This 40-year old Makhna was shot with a tranquilizer gun, severely gored by 5 trained elephants, then drugged, beaten, and dragged in chains for 8 days by road to the Theppakadu Elephant Camp in the Mudumalai Wildlife Sanctuary. This is part of a designated Biosphere Reserve that has the largest remaining wild elephant population in India. The official report states that his journey took only 3 days and that his body had several gunshot wounds, rather than gore wounds. The tips of the tusks of the helper elephants at the camp were cut off a short time later, possibly a cover-up of the Makhna being repeatedly gored. He developed more abscesses where he was injected with antibiotics with needles that were too short, and tracking of infection from improper abscess treatment. The chain-shackles cut him down to the tendons on his legs. They became deeply infected and abscesses developed where he had been gored. Inappropriate and inconsistent veterinary treatment and inadequate nutrition and basic care at the Elephant Camp made his wounds worse and spread infection. He was incarcerated for over 6 months in a small kraal in which he could neither walk nor lie down.

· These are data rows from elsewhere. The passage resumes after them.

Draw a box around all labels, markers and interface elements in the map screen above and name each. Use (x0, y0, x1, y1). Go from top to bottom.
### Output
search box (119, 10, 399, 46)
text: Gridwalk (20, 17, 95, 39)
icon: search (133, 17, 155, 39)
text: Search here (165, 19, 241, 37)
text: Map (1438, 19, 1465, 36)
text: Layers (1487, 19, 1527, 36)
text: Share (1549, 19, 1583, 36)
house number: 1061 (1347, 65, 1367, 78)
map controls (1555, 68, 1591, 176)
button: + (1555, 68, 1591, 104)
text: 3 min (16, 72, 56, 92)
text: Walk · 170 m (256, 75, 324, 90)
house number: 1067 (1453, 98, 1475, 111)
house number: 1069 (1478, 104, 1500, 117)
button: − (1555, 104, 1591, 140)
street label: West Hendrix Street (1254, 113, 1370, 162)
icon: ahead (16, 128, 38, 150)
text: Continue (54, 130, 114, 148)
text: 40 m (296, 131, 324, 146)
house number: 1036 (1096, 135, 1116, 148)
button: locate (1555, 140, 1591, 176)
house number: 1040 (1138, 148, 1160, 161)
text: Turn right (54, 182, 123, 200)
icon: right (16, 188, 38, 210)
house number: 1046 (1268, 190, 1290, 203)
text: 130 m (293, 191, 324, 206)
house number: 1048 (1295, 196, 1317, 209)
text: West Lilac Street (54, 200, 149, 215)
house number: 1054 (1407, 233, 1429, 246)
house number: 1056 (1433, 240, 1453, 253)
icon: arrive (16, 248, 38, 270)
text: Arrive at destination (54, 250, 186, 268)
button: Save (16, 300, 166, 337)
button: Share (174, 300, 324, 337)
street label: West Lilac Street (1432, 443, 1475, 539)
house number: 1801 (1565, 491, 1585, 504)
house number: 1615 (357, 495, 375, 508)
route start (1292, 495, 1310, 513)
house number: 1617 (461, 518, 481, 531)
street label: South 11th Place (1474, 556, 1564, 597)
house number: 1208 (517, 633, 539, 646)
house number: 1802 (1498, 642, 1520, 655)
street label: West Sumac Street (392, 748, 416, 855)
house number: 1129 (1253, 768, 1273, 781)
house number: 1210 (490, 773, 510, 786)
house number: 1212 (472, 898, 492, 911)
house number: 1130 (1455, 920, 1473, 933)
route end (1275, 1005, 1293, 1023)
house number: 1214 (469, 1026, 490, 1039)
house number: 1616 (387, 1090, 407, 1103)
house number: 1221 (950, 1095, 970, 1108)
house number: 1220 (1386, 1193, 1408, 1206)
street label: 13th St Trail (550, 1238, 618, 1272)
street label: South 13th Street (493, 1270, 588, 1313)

Deanna Krantz, Director of the locally-based India Project for Animals and Nature (IPAN), a division of New York-based Global Communications for Conservation, Inc., was contacted to come and save this elephant's life by several concerned local people and Forest Department staff, who had seen the elephant's worsening condition. Deanna was initially allowed by the authorities to provide proper feed, medicines, and veterinary care, using her limited funds and time that she needed to care for over 200 animals at her Animal Refuge, and taking staff time away from providing free veterinary care for animals in surrounding villages.

For 4 months, Deanna cared for the Makhna, Loki, and he was beginning to recover. But one day her staff witnessed a training session that the Indian authorities had told the mahouts (elephant trainers) to start. During the training session the mahouts beat the elephant on his wounds for 45 minutes, during which he cried in pain and terror.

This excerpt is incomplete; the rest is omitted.